Assigned task:
Each record below must be written out exactly as given.

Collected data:

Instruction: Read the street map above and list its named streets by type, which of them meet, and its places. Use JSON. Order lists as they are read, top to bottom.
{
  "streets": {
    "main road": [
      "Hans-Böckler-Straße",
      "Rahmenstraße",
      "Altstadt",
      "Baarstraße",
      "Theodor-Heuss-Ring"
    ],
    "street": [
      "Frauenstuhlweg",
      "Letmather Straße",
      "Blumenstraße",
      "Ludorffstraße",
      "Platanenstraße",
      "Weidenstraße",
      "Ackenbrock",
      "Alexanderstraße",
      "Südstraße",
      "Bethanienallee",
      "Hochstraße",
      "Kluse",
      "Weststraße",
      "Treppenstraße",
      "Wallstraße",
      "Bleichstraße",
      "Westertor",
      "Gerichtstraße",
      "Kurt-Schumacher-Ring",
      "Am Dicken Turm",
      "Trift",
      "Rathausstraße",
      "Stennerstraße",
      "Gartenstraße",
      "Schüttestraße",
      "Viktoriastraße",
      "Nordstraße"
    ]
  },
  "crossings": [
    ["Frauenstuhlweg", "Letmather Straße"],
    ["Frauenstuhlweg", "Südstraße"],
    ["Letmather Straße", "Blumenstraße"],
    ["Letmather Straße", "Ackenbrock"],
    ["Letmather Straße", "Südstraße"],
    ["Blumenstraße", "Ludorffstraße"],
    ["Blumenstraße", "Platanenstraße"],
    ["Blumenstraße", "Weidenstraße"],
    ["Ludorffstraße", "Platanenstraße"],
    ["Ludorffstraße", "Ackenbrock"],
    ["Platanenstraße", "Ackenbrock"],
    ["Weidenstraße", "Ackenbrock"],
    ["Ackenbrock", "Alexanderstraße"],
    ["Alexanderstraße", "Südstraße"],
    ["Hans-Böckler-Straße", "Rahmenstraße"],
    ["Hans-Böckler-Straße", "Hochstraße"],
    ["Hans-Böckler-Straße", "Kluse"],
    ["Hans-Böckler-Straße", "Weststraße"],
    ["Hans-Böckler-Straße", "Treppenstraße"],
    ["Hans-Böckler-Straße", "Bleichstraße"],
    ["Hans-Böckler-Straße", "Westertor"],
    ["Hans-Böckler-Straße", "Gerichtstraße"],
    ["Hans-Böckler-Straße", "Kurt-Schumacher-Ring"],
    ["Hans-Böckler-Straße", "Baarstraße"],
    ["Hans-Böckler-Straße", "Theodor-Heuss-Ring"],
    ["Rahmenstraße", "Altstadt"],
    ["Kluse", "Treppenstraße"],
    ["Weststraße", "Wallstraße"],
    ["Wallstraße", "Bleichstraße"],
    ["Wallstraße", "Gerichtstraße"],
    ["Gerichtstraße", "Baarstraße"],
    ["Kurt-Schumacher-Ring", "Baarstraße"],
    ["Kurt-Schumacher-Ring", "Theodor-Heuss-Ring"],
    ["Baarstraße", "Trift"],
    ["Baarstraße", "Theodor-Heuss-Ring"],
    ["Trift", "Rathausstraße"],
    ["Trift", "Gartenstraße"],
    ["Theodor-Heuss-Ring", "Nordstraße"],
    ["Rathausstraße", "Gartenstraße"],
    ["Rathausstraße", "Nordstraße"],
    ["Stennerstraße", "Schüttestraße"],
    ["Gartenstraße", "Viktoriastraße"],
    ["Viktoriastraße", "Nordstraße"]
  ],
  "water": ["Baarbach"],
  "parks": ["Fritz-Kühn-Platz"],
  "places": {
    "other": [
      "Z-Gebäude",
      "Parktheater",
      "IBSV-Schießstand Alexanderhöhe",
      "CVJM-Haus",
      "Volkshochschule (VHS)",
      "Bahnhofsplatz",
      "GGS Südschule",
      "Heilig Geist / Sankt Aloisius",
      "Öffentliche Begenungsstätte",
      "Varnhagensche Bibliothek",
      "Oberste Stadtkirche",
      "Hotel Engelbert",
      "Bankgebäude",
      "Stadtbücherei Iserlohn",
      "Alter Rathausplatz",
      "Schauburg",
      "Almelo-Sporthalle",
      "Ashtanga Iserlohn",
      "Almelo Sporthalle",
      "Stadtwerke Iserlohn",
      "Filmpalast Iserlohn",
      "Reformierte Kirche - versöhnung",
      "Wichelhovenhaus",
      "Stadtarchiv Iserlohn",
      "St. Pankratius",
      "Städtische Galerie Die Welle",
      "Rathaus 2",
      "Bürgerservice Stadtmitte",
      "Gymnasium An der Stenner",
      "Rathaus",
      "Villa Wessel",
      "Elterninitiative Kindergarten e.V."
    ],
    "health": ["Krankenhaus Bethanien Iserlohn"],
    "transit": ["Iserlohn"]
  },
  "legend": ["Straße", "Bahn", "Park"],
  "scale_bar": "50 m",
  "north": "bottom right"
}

Result of this exercise:
Instruction: Read the street map above and list its named streets by type, which of them meet, and its places. Use JSON. Order lists as they are read, top to bottom.
{
  "streets": {
    "main road": [
      "Hans-Böckler-Straße",
      "Rahmenstraße",
      "Altstadt",
      "Baarstraße",
      "Theodor-Heuss-Ring"
    ],
    "street": [
      "Frauenstuhlweg",
      "Letmather Straße",
      "Blumenstraße",
      "Ludorffstraße",
      "Platanenstraße",
      "Weidenstraße",
      "Ackenbrock",
      "Alexanderstraße",
      "Südstraße",
      "Bethanienallee",
      "Hochstraße",
      "Kluse",
      "Weststraße",
      "Treppenstraße",
      "Wallstraße",
      "Bleichstraße",
      "Westertor",
      "Gerichtstraße",
      "Kurt-Schumacher-Ring",
      "Am Dicken Turm",
      "Trift",
      "Rathausstraße",
      "Stennerstraße",
      "Gartenstraße",
      "Schüttestraße",
      "Viktoriastraße",
      "Nordstraße"
    ]
  },
  "crossings": [
    ["Frauenstuhlweg", "Letmather Straße"],
    ["Frauenstuhlweg", "Südstraße"],
    ["Letmather Straße", "Blumenstraße"],
    ["Letmather Straße", "Ackenbrock"],
    ["Letmather Straße", "Südstraße"],
    ["Blumenstraße", "Ludorffstraße"],
    ["Blumenstraße", "Platanenstraße"],
    ["Blumenstraße", "Weidenstraße"],
    ["Ludorffstraße", "Platanenstraße"],
    ["Ludorffstraße", "Ackenbrock"],
    ["Platanenstraße", "Ackenbrock"],
    ["Weidenstraße", "Ackenbrock"],
    ["Ackenbrock", "Alexanderstraße"],
    ["Alexanderstraße", "Südstraße"],
    ["Hans-Böckler-Straße", "Rahmenstraße"],
    ["Hans-Böckler-Straße", "Hochstraße"],
    ["Hans-Böckler-Straße", "Kluse"],
    ["Hans-Böckler-Straße", "Weststraße"],
    ["Hans-Böckler-Straße", "Treppenstraße"],
    ["Hans-Böckler-Straße", "Bleichstraße"],
    ["Hans-Böckler-Straße", "Westertor"],
    ["Hans-Böckler-Straße", "Gerichtstraße"],
    ["Hans-Böckler-Straße", "Kurt-Schumacher-Ring"],
    ["Hans-Böckler-Straße", "Baarstraße"],
    ["Hans-Böckler-Straße", "Theodor-Heuss-Ring"],
    ["Rahmenstraße", "Altstadt"],
    ["Kluse", "Treppenstraße"],
    ["Weststraße", "Wallstraße"],
    ["Wallstraße", "Bleichstraße"],
    ["Wallstraße", "Gerichtstraße"],
    ["Gerichtstraße", "Baarstraße"],
    ["Kurt-Schumacher-Ring", "Baarstraße"],
    ["Kurt-Schumacher-Ring", "Theodor-Heuss-Ring"],
    ["Baarstraße", "Trift"],
    ["Baarstraße", "Theodor-Heuss-Ring"],
    ["Trift", "Rathausstraße"],
    ["Trift", "Gartenstraße"],
    ["Theodor-Heuss-Ring", "Nordstraße"],
    ["Rathausstraße", "Gartenstraße"],
    ["Rathausstraße", "Nordstraße"],
    ["Stennerstraße", "Schüttestraße"],
    ["Gartenstraße", "Viktoriastraße"],
    ["Viktoriastraße", "Nordstraße"]
  ],
  "water": ["Baarbach"],
  "parks": ["Fritz-Kühn-Platz"],
  "places": {
    "other": [
      "Z-Gebäude",
      "Parktheater",
      "IBSV-Schießstand Alexanderhöhe",
      "CVJM-Haus",
      "Volkshochschule (VHS)",
      "Bahnhofsplatz",
      "GGS Südschule",
      "Heilig Geist / Sankt Aloisius",
      "Öffentliche Begenungsstätte",
      "Varnhagensche Bibliothek",
      "Oberste Stadtkirche",
      "Hotel Engelbert",
      "Bankgebäude",
      "Stadtbücherei Iserlohn",
      "Alter Rathausplatz",
      "Schauburg",
      "Almelo-Sporthalle",
      "Ashtanga Iserlohn",
      "Almelo Sporthalle",
      "Stadtwerke Iserlohn",
      "Filmpalast Iserlohn",
      "Reformierte Kirche - versöhnung",
      "Wichelhovenhaus",
      "Stadtarchiv Iserlohn",
      "St. Pankratius",
      "Städtische Galerie Die Welle",
      "Rathaus 2",
      "Bürgerservice Stadtmitte",
      "Gymnasium An der Stenner",
      "Rathaus",
      "Villa Wessel",
      "Elterninitiative Kindergarten e.V."
    ],
    "health": ["Krankenhaus Bethanien Iserlohn"],
    "transit": ["Iserlohn"]
  },
  "legend": ["Straße", "Bahn", "Park"],
  "scale_bar": "50 m",
  "north": "bottom right"
}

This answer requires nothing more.